* _Provided information_:
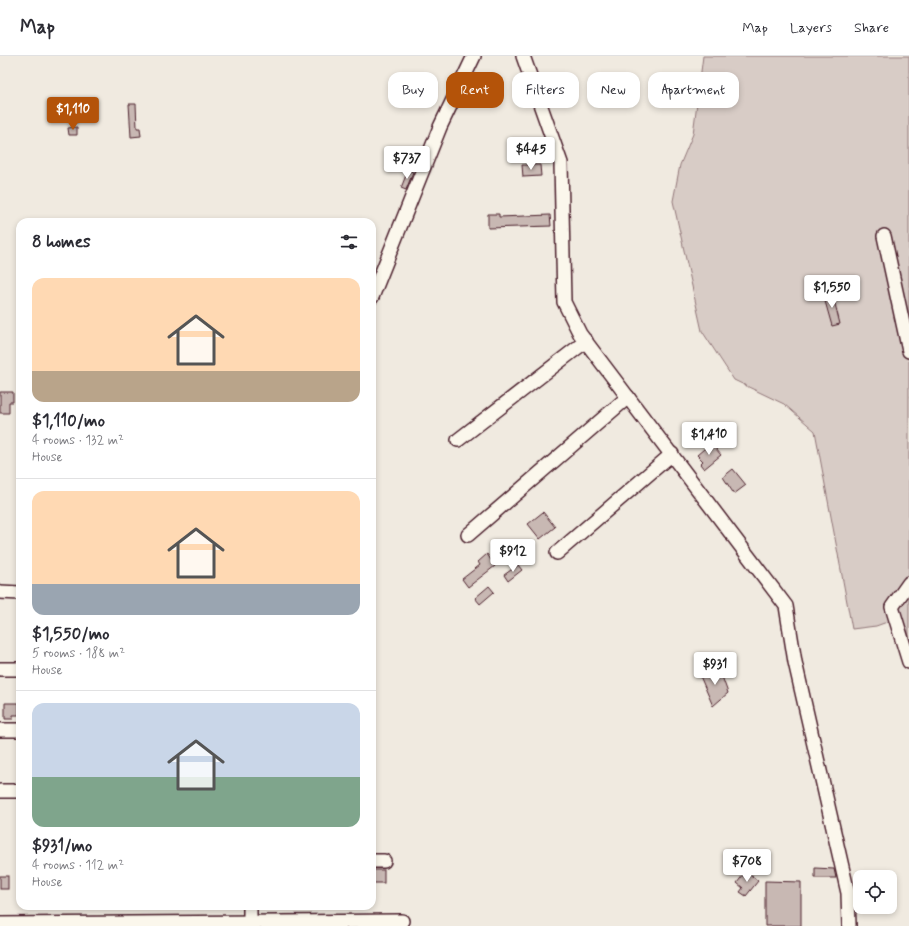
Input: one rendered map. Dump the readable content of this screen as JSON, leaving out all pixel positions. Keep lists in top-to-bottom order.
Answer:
{
  "page": {
    "header": "Map",
    "nav": ["Map", "Layers", "Share"],
    "chip": [
      "Buy",
      "Rent",
      "Filters",
      "New",
      "Apartment"
    ],
    "price": [
      "$1,110",
      "$445",
      "$737",
      "$1,550",
      "$1,410",
      "$912",
      "$931",
      "$708"
    ],
    "heading": "8 homes",
    "list": [
      {
        "name": "$1,110/mo",
        "note": "4 rooms · 132 m² · House"
      },
      {
        "name": "$1,550/mo",
        "note": "5 rooms · 188 m² · House"
      },
      {
        "name": "$931/mo",
        "note": "4 rooms · 112 m² · House"
      }
    ]
  }
}
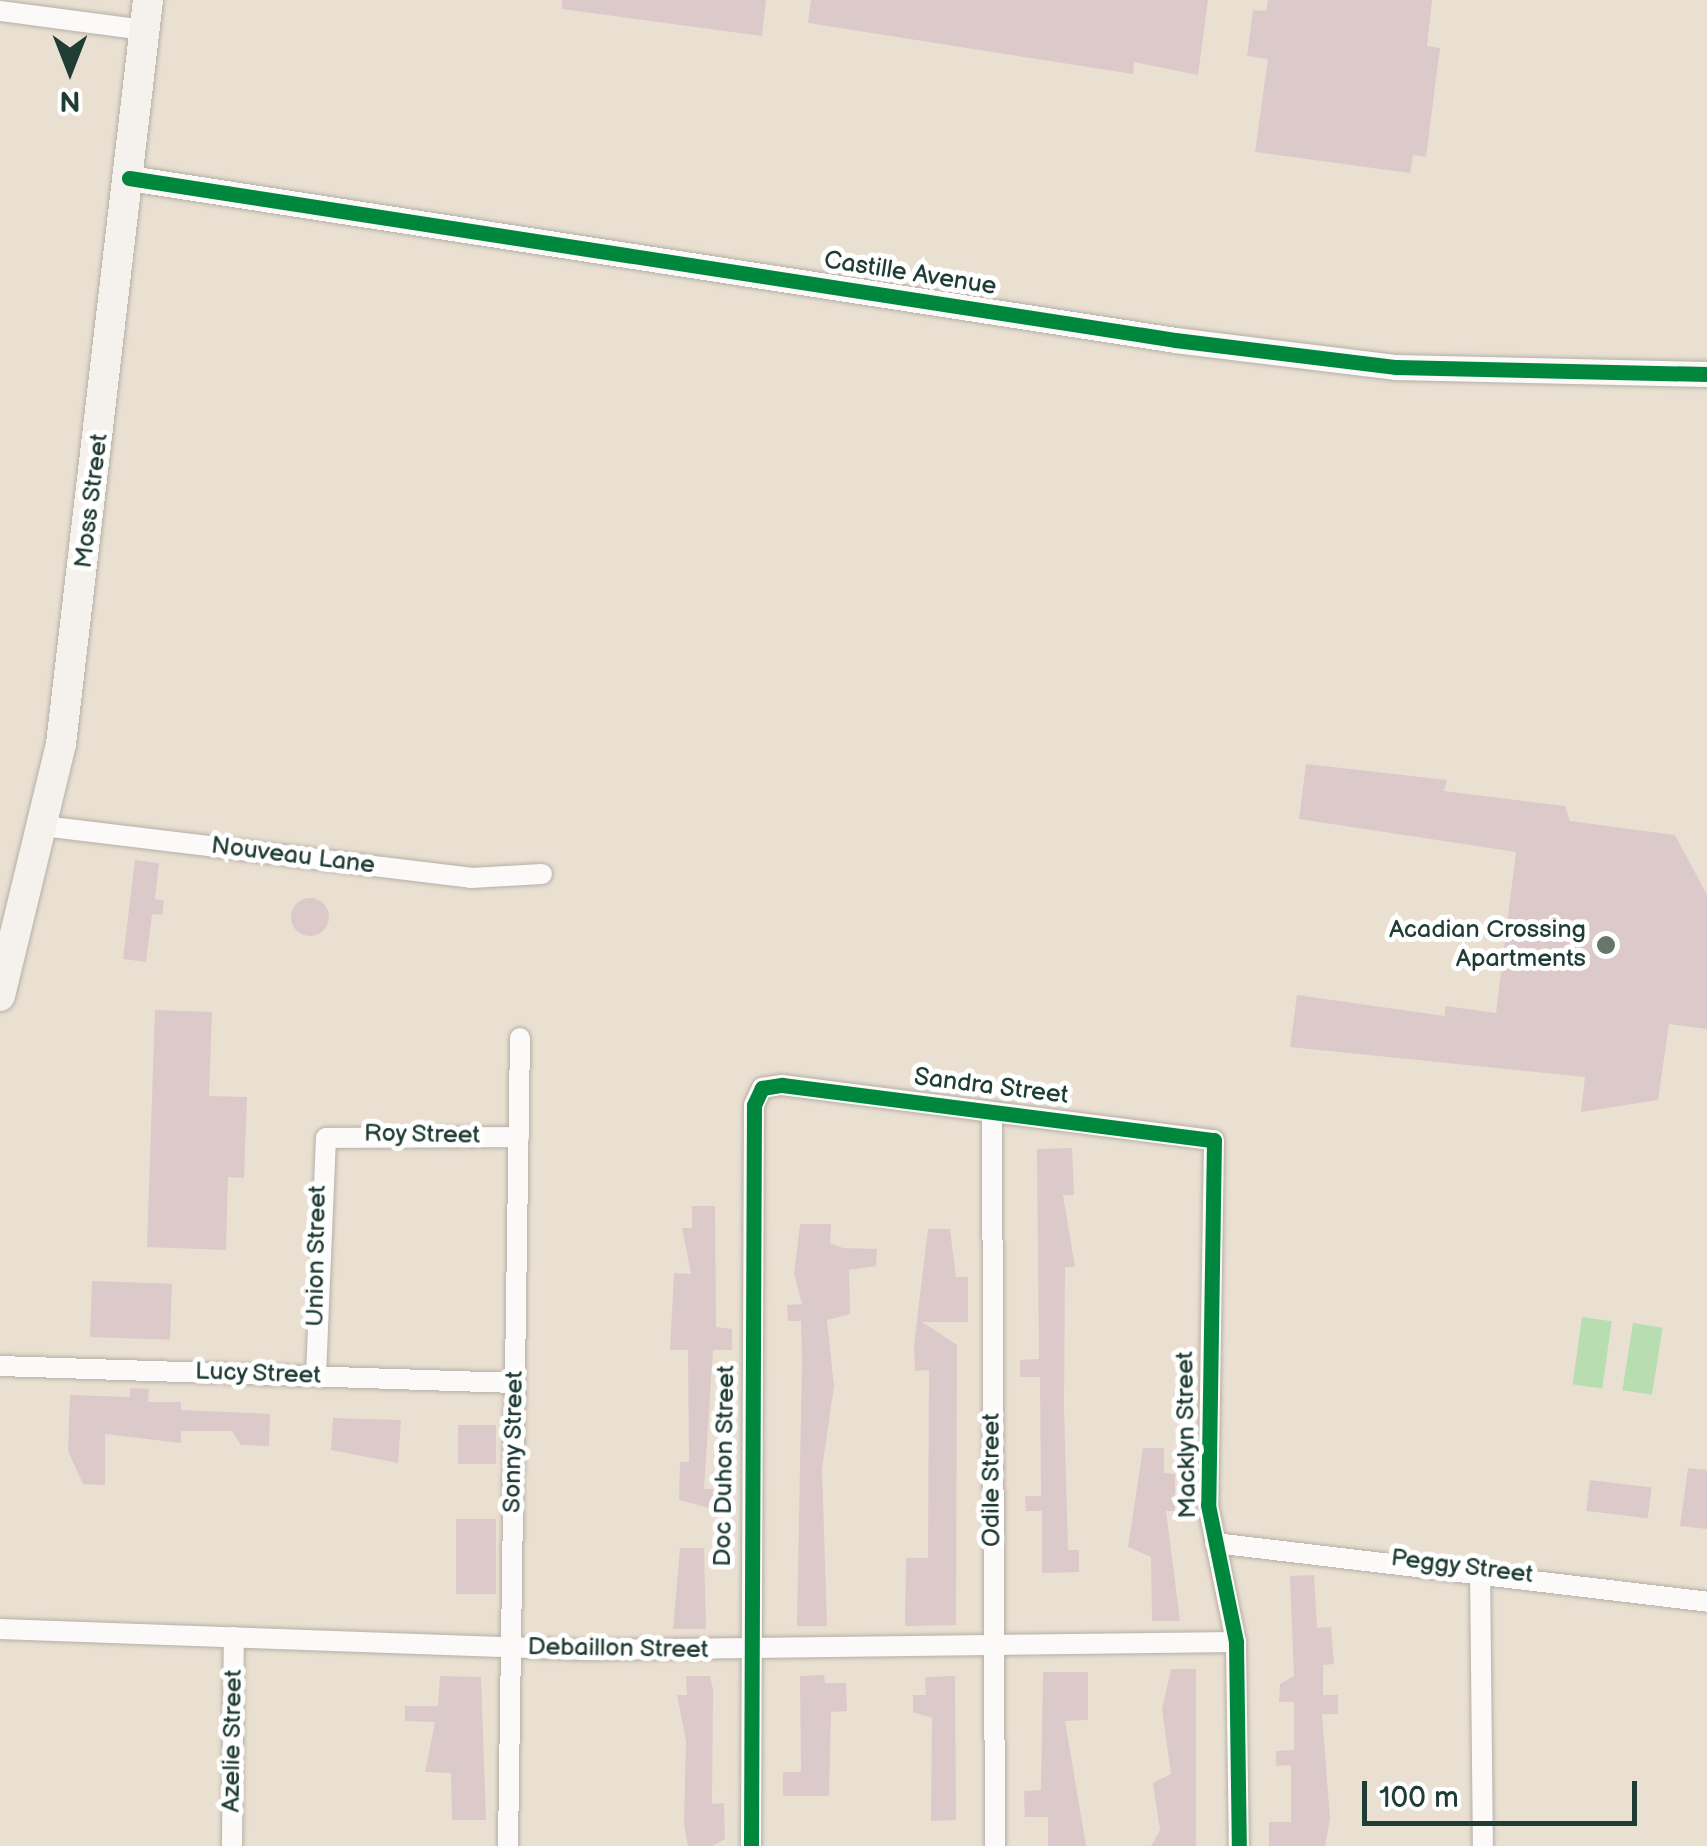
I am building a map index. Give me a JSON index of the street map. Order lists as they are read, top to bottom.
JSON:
{
  "streets": {
    "main road": ["Moss Street"],
    "street": [
      "Castille Avenue",
      "Nouveau Lane",
      "Sandra Street",
      "Roy Street",
      "Union Street",
      "Lucy Street",
      "Macklyn Street",
      "Sonny Street",
      "Doc Duhon Street",
      "Odile Street",
      "Peggy Street",
      "Debaillon Street",
      "Azelie Street"
    ]
  },
  "crossings": [
    ["Castille Avenue", "Moss Street"],
    ["Moss Street", "Nouveau Lane"],
    ["Sandra Street", "Macklyn Street"],
    ["Sandra Street", "Doc Duhon Street"],
    ["Sandra Street", "Odile Street"],
    ["Roy Street", "Union Street"],
    ["Roy Street", "Sonny Street"],
    ["Union Street", "Lucy Street"],
    ["Lucy Street", "Sonny Street"],
    ["Macklyn Street", "Peggy Street"],
    ["Macklyn Street", "Debaillon Street"],
    ["Sonny Street", "Debaillon Street"],
    ["Doc Duhon Street", "Debaillon Street"],
    ["Odile Street", "Debaillon Street"],
    ["Debaillon Street", "Azelie Street"]
  ],
  "places": ["Acadian Crossing Apartments"],
  "scale_bar": "100 m",
  "north": "bottom"
}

* _Work task_:
Reproduce the material in its entirety and word for word, without the pictures.

* _Solution for this exercise_:
Input: one rendered map. Dump the readable content of this screen as JSON, leaving out all pixel positions. Keep lists in top-to-bottom order.
Answer:
{
  "page": {
    "header": "Map",
    "nav": ["Map", "Layers", "Share"],
    "chip": [
      "Buy",
      "Rent",
      "Filters",
      "New",
      "Apartment"
    ],
    "price": [
      "$1,110",
      "$445",
      "$737",
      "$1,550",
      "$1,410",
      "$912",
      "$931",
      "$708"
    ],
    "heading": "8 homes",
    "list": [
      {
        "name": "$1,110/mo",
        "note": "4 rooms · 132 m² · House"
      },
      {
        "name": "$1,550/mo",
        "note": "5 rooms · 188 m² · House"
      },
      {
        "name": "$931/mo",
        "note": "4 rooms · 112 m² · House"
      }
    ]
  }
}
I am building a map index. Give me a JSON index of the street map. Order lists as they are read, top to bottom.
JSON:
{
  "streets": {
    "main road": ["Moss Street"],
    "street": [
      "Castille Avenue",
      "Nouveau Lane",
      "Sandra Street",
      "Roy Street",
      "Union Street",
      "Lucy Street",
      "Macklyn Street",
      "Sonny Street",
      "Doc Duhon Street",
      "Odile Street",
      "Peggy Street",
      "Debaillon Street",
      "Azelie Street"
    ]
  },
  "crossings": [
    ["Castille Avenue", "Moss Street"],
    ["Moss Street", "Nouveau Lane"],
    ["Sandra Street", "Macklyn Street"],
    ["Sandra Street", "Doc Duhon Street"],
    ["Sandra Street", "Odile Street"],
    ["Roy Street", "Union Street"],
    ["Roy Street", "Sonny Street"],
    ["Union Street", "Lucy Street"],
    ["Lucy Street", "Sonny Street"],
    ["Macklyn Street", "Peggy Street"],
    ["Macklyn Street", "Debaillon Street"],
    ["Sonny Street", "Debaillon Street"],
    ["Doc Duhon Street", "Debaillon Street"],
    ["Odile Street", "Debaillon Street"],
    ["Debaillon Street", "Azelie Street"]
  ],
  "places": ["Acadian Crossing Apartments"],
  "scale_bar": "100 m",
  "north": "bottom"
}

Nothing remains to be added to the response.